▶ **Activity**
Scan the lines below for the string "linecap". Reply with how many match, and no other words.

▶ **Stored dataset items**
+++++
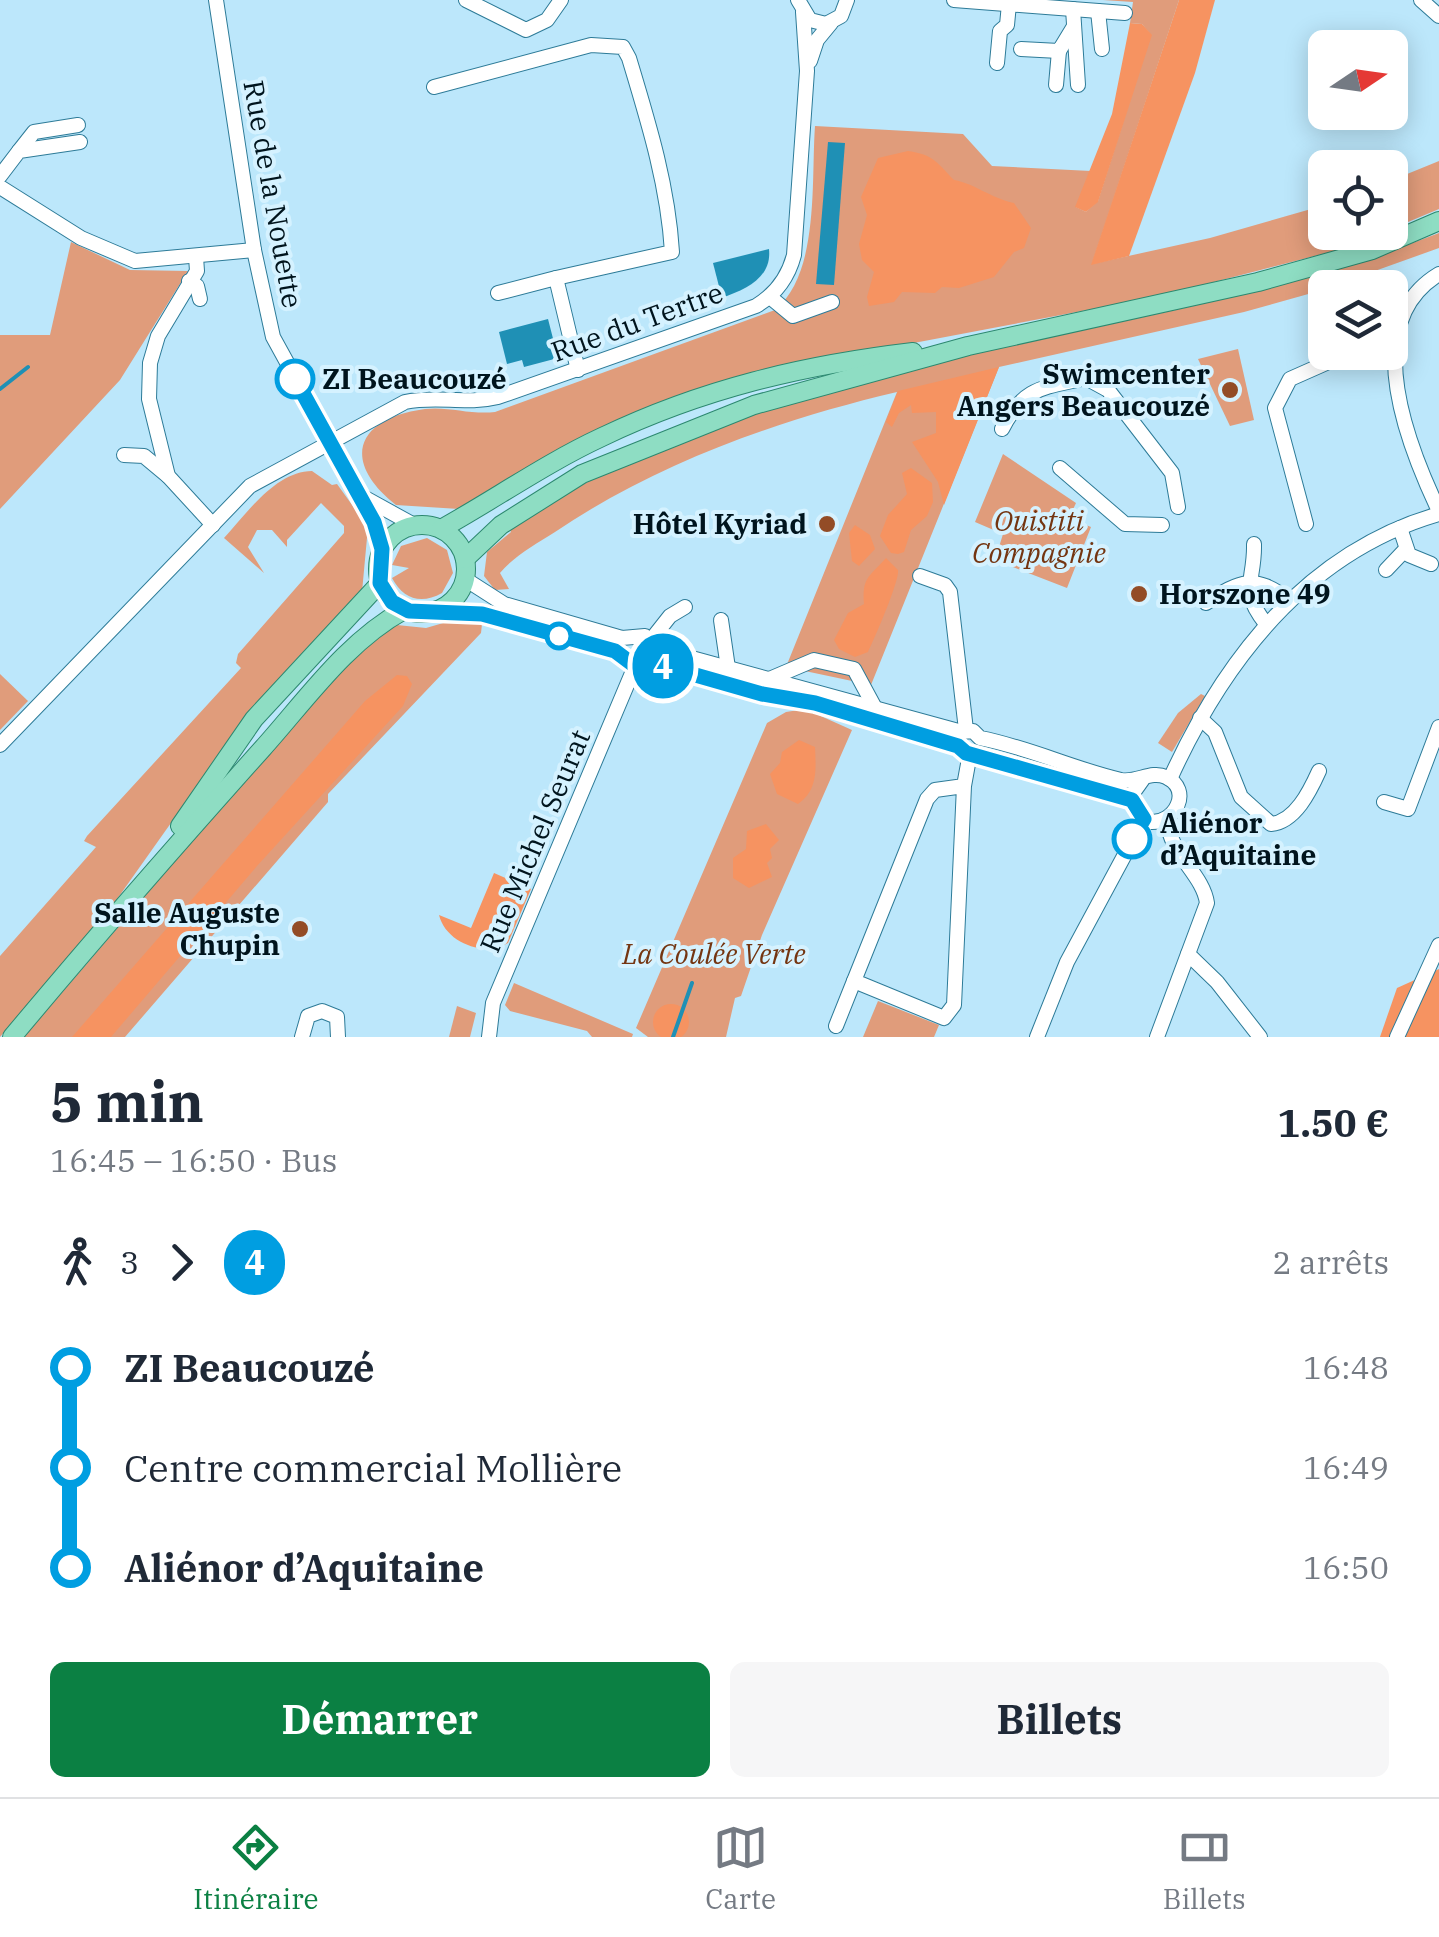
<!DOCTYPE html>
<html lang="fr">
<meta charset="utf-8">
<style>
:root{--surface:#fff;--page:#f6f6f7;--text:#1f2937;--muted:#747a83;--line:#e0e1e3;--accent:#0b8043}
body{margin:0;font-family:"IBM Plex Serif",serif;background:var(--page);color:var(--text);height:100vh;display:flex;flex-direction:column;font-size:38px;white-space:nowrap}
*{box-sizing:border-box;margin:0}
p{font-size:32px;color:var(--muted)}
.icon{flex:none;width:55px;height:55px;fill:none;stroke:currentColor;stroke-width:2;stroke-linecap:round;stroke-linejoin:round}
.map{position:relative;height:1037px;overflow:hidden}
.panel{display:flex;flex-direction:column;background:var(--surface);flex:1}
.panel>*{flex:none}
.badge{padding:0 20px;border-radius:32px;font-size:35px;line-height:65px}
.needle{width:65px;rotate:77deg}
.fabs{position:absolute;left:1308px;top:30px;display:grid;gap:20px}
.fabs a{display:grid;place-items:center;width:100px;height:100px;border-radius:15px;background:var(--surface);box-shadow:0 5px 25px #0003;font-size:50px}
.map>.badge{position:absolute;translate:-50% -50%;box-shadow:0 0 0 5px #fff}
.legs{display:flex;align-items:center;gap:15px;height:110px;padding:0 50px;font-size:32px}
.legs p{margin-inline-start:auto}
.overview{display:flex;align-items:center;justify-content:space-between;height:170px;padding:0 50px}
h1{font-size:55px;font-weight:800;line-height:75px}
.button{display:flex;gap:20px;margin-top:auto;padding:20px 50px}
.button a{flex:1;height:115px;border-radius:15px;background:var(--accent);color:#fff;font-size:40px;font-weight:800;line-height:115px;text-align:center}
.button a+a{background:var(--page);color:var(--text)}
ul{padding:0 50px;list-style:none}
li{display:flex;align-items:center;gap:35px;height:100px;font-size:38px}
li i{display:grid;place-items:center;width:15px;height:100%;margin:0 12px;background:currentColor}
li i::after{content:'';width:25px;height:25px;margin:-12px;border:8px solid;border-radius:50%;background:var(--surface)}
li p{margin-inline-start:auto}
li:first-child i{background:linear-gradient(#0000 50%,currentColor 0)}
li:last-child i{background:linear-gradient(currentColor 50%,#0000 0)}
.menu{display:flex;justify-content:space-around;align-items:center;height:140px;border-top:2px solid var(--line);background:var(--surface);font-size:28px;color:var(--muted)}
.menu a{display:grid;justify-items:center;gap:5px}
.menu .active{color:var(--accent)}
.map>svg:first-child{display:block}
.green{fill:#e09c7b}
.forest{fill:#f69361}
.water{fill:#1f90b5}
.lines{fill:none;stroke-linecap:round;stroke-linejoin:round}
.stream{stroke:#1f90b5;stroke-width:4}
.minor-casing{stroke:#2d7b98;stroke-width:16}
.major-casing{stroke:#2c886f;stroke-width:20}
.minor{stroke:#fff;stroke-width:14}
.major{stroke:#8eddc3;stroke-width:18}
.line-1-casing{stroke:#fff;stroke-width:22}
.line-1{stroke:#009ee1;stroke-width:15}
.stop-1-dot{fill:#fff;stroke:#009ee1;stroke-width:5}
.poi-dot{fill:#934c26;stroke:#d5f2ff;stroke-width:4}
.labels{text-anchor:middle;stroke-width:8;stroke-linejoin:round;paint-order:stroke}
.street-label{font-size:28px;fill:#00141d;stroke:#d5f2ff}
.poi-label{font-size:28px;font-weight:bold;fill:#00141d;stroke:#d5f2ff;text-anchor:end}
.stop-label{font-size:28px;font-weight:bold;fill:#00141d;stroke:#d5f2ff;text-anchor:start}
.park-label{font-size:28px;font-style:italic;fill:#743511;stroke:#d5f2ff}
</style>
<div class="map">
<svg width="1439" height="1037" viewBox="0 0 1439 1037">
<rect width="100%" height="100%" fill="#bce7fb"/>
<!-- green -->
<g class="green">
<path d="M 1103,0 L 1179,0 L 1092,264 L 1210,238 L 1325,205 L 1325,232 L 1390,232 L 1390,181 L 1439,161 L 1439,209 L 1346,248 L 1156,297 L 771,370 L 489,496 L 485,493 L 459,509 L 396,505 C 340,461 356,418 425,409 C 448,406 471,415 495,412 L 775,310 C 820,273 811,180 815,126 L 963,134 L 992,166 L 1091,171 L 1076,207 L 1086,212 L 1098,201 L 1151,35 L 1142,24 L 1130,23 L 1133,2 Z"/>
<path d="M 1439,233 L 1439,248 L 1319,291 L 1244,312 L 999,367 L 871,685 L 786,667 L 897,392 C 778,420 657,463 555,532 C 536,544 514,556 500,573 L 509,589 L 495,590 L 484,576 L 487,552 L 511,532 L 508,526 C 582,483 660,443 741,415 C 969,338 1214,321 1439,233 Z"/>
<path d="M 71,242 L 130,270 L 188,271 L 120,380 L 0,509 L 0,335 L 50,335 Z"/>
<path d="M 1238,349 L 1254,420 L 1230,426 L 1198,359 Z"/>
<path d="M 1003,454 L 1076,503 L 1069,518 L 1091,527 L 1067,588 L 995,560 L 1003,534 L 975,522 Z"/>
<path d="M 312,471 L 332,485 L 337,484 L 368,527 L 362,592 L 222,751 L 110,909 L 0,1037 L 0,956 L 96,847 L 84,841 L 87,836 L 241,668 L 236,663 L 238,654 L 344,533 L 344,526 L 321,503 L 287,540 L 287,547 L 272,530 L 257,530 L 248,547 L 264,573 L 224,538 C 246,514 276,471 312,471 Z"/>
<path d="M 427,538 L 447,550 L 453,573 L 442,593 C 421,605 403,599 392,578 L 409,568 L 392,565 L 401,546 Z"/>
<path d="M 457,619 L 482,624 L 481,633 L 328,794 L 328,802 L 125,1037 L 24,1037 L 299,716 L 376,634 L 397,625 L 426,628 Z"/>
<path d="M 0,674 L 28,701 L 0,730 Z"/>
<path d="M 1201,694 L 1205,696 L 1172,752 L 1158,743 L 1178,713 Z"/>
<path d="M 805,709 L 852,730 L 762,935 L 741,996 L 735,998 L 726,1037 L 648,1037 L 636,1028 L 767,723 L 786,712 Z"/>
<path d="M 514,983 L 633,1034 L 632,1037 L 592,1037 L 587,1031 L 510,1011 L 505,1005 Z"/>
<path d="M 878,1001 L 939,1025 L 934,1037 L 863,1037 Z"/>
<path d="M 457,1006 L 476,1013 L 470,1037 L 449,1037 Z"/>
</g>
<!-- forest -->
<g class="forest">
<path d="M 1179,0 L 1215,0 L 1195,73 L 1129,256 L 1091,265 Z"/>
<path d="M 1130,23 L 1142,24 L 1152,35 L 1098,202 L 1086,212 L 1075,207 L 1112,114 Z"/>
<path d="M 908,151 C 935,155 937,163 954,180 C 976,184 990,198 1014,203 L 1031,228 L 1024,248 L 1014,252 L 994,277 L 959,288 L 942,287 L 935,293 L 902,292 L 894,302 L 869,306 L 867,297 L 874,272 L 862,260 L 859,244 L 867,215 L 861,197 L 878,158 Z"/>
<path d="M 999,367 L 944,505 L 938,482 L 912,442 L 936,433 L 936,412 L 912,413 L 911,405 L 899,413 L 892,427 L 886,422 L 898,391 Z"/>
<path d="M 911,468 L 932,483 L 933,502 L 927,516 L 911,530 L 904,552 L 898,554 L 891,553 L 880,536 L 888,515 L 907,494 L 902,473 Z"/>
<path d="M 855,525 L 870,535 L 875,549 L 859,566 L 852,561 L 849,533 Z"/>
<path d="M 886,558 L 898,570 C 900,580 874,640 868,652 L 855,657 L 839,649 L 834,640 L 848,613 L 864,604 C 862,578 868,578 886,558 Z"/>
<path d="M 397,675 L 407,676 L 412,684 L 403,706 L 257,866 L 111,1037 L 72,1037 L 365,701 Z"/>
<path d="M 799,740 L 815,747 C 816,769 818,790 798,804 L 777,794 L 770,774 L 780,763 L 782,752 Z"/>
<path d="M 766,824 L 779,840 L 770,849 L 772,858 L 767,863 L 772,877 L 749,888 L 733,878 L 733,858 L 746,849 L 747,831 Z"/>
<path d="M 494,873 L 531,889 L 508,943 C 484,957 446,943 439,915 L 471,928 Z"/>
<path d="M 1439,969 L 1439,1037 L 1380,1037 L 1397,988 Z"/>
<circle cx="671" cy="1022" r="18"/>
</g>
<!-- water -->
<g class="water">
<path d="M 828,142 L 845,143 L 834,285 L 816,284 Z"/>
<path d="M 769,249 C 772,278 746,289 722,298 L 713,263 Z"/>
<path d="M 548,319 L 558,358 L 524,367 L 522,360 L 507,364 L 499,332 Z"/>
</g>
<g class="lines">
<!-- stream -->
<g class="stream">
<path d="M 0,389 L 28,367"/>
<path d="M 673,1037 L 692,983"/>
</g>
<defs>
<g id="minor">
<path d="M 216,0 L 254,250 L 273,337 L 367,508 L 382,549"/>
<path d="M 466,0 L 526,30 L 547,20 L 561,0"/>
<path d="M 798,0 L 810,20 L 826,24 L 841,16 L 847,0"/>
<path d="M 954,0 L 1125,13"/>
<path d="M 1421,0 L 1439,16"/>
<path d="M 1073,9 L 1078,85"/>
<path d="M 1098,11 L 1102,49"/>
<path d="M 1021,49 L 1059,51 L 1073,28"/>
<path d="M 810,61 L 817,40 L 831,23"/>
<path d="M 997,63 L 1000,31 L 1007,25 L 1009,4"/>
<path d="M 1056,85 L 1059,51"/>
<path d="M 434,87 L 591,45 L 623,47 L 629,58 C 648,121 668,185 672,252 L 556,278 L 578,370"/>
<path d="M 19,151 L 34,132 L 78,125"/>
<path d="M 0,176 L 19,151 L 80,142"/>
<path d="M 0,187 L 81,238 L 135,261 L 254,250"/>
<path d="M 196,257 L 197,271 L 158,336 L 150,363 L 149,399 L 168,476 L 213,525"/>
<path d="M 1439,274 C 1359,322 1407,444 1439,511"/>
<path d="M 189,281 L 197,286 L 200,299"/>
<path d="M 498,293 L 556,278"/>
<path d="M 770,297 L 793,316 L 832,302"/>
<path d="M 1002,429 C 1024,386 1043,388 1086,378 L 1108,390 L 1172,473 L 1178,507"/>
<path d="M 124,455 L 144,456 L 168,476"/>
<path d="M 1060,468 L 1125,524 L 1162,525"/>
<path d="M 365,498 L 414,525"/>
<path d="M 1306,524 L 1275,408 L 1290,379 L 1351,352"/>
<path d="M 1400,528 L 1409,555 L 1431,564"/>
<path d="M 1254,544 C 1255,583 1238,588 1266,624"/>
<path d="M 1386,570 L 1405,550"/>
<path d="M 920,576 L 945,585 L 950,592 L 966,730"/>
<path d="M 465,579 L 504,604 L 622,638 L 645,636 L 655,648"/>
<path d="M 1206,603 C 1241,580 1254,574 1289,600"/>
<path d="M 441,609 L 482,614 L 615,651 L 631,664 L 643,666"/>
<path d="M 721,620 L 728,668"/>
<path d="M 651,640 L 670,616 L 685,607"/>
<path d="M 655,648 L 962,732 L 973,731 L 980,738 C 1028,747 1073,769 1121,780 C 1137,783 1151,770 1166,777 C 1193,790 1175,824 1150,822 L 1136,811 L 1133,793 L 1143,779"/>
<path d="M 650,662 L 762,694 L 815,703 L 958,746 L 964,753 L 1132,800"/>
<path d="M 767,680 L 814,660 L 854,669 L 874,706"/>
<path d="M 1200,718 L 1215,732 L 1241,797 L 1271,824 C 1295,822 1310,791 1319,771"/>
<path d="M 0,745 L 250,486 L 405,402 C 437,395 466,405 498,397 L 756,306 C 776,294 788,278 794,255 L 807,71 L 803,12"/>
<path d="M 1170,779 C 1224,660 1307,552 1439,514"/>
<path d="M 964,786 L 935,790 L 927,799 L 854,981 L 944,1018 L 954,1005 L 964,786 L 970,753"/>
<path d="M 1384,802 L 1408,809 L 1439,727"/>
<path d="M 1188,954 L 1217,982 L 1260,1037"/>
<path d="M 836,1026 L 854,981"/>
<path d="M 302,1037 L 308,1016 L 322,1011 L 337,1017 L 338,1037"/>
<path d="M 489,1037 L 493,1003 L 635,666"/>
<path d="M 1037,1037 L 1067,962 L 1144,819"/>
<path d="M 1157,1037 L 1207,903 C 1203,874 1170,855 1167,820"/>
<path d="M 1397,1037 L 1439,945"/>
</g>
<g id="major">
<circle cx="422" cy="569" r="44"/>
<path d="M 441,529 C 495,499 546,463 602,437 C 702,389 803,365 913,352"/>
<path d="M 465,559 L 501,525 L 582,474 L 754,405 L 968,346 L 1258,282 L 1372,250 L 1439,221"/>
<path d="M 180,826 L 254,719 L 380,583"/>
<path d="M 12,1037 C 94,939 178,843 263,748 C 306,700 347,641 404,610"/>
</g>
</defs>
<!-- minor casing -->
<use href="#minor" class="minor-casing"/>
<!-- major casing -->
<use href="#major" class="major-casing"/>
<!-- minor -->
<use href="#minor" class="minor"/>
<!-- major -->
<use href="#major" class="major"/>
</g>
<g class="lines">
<defs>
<path id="line-1" d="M 295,379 L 374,522 L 382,549 L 380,583 L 392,602 L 409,611 L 482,614 L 615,651 L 635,666 L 650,662 L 762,694 L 815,703 L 958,746 L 966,753 L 1132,800 L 1144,819 L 1132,839"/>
</defs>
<!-- line-1 casing -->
<use href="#line-1" class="line-1-casing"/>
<!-- line-1 -->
<use href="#line-1" class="line-1"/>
</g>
<!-- markers -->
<g class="stop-1-dot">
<circle cx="295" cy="379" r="18"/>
<circle cx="559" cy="636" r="12"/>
<circle cx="1132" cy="839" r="18"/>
</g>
<g class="poi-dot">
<circle cx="1230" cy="390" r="10"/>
<circle cx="827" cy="524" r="10"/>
<circle cx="1139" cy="594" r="10"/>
<circle cx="300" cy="929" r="10"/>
</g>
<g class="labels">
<!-- street labels -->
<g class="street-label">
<text transform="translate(273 194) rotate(80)" y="10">Rue de la Nouette</text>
<text transform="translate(637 322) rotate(-20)" y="10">Rue du Tertre</text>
<text transform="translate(535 841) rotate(-67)" y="10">Rue Michel Seurat</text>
</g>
<!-- poi labels -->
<g class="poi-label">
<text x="1210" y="384">Swimcenter<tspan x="1210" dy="32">Angers Beaucouzé</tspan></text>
<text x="807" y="534">Hôtel Kyriad</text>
<text x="1159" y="604" text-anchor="start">Horszone 49</text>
<text x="280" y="923">Salle Auguste<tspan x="280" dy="32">Chupin</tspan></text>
</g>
<!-- stop labels -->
<g class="stop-label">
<text x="322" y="389">ZI Beaucouzé</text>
<text x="1160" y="833">Aliénor<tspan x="1160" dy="32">d’Aquitaine</tspan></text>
</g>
<!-- park labels -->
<g class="park-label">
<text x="1039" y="531">Ouistiti<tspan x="1039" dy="32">Compagnie</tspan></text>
<text x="714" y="964">La Coulée Verte</text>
</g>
</g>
</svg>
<div class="fabs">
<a><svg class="needle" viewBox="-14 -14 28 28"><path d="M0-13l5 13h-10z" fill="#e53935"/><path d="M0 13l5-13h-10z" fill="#747a83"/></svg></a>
<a><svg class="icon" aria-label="locate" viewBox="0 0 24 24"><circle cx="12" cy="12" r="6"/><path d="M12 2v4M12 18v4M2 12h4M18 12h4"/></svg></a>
<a><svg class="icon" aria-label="layers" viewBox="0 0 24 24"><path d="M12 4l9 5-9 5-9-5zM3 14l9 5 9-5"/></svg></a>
</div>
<b class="badge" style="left:663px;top:666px;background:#009ee1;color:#fff">4</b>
</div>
<section class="panel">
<div class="overview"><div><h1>5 min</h1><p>16:45 – 16:50 · Bus</p></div><b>1.50 €</b></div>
<div class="legs"><svg class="icon" aria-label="walk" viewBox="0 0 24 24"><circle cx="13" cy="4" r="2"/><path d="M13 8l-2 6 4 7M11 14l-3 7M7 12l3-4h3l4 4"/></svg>3<svg class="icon" aria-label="forward" viewBox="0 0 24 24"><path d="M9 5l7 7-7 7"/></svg><b class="badge" style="background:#009ee1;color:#fff">4</b><p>2 arrêts</p></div>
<ul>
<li><i style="color:#009ee1"></i><b>ZI Beaucouzé</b><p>16:48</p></li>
<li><i style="color:#009ee1"></i><span>Centre commercial Mollière</span><p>16:49</p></li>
<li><i style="color:#009ee1"></i><b>Aliénor d’Aquitaine</b><p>16:50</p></li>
</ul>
<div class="button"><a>Démarrer</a><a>Billets</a></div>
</section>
<nav class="menu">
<a class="active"><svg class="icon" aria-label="directions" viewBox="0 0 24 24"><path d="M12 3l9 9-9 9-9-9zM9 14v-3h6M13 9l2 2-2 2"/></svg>Itinéraire</a>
<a><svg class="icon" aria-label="map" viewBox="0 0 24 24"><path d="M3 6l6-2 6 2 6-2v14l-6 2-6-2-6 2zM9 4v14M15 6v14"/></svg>Carte</a>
<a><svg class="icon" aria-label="tickets" viewBox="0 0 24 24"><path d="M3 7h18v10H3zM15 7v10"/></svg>Billets</a>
</nav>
+++++
▶ **Answer area**
2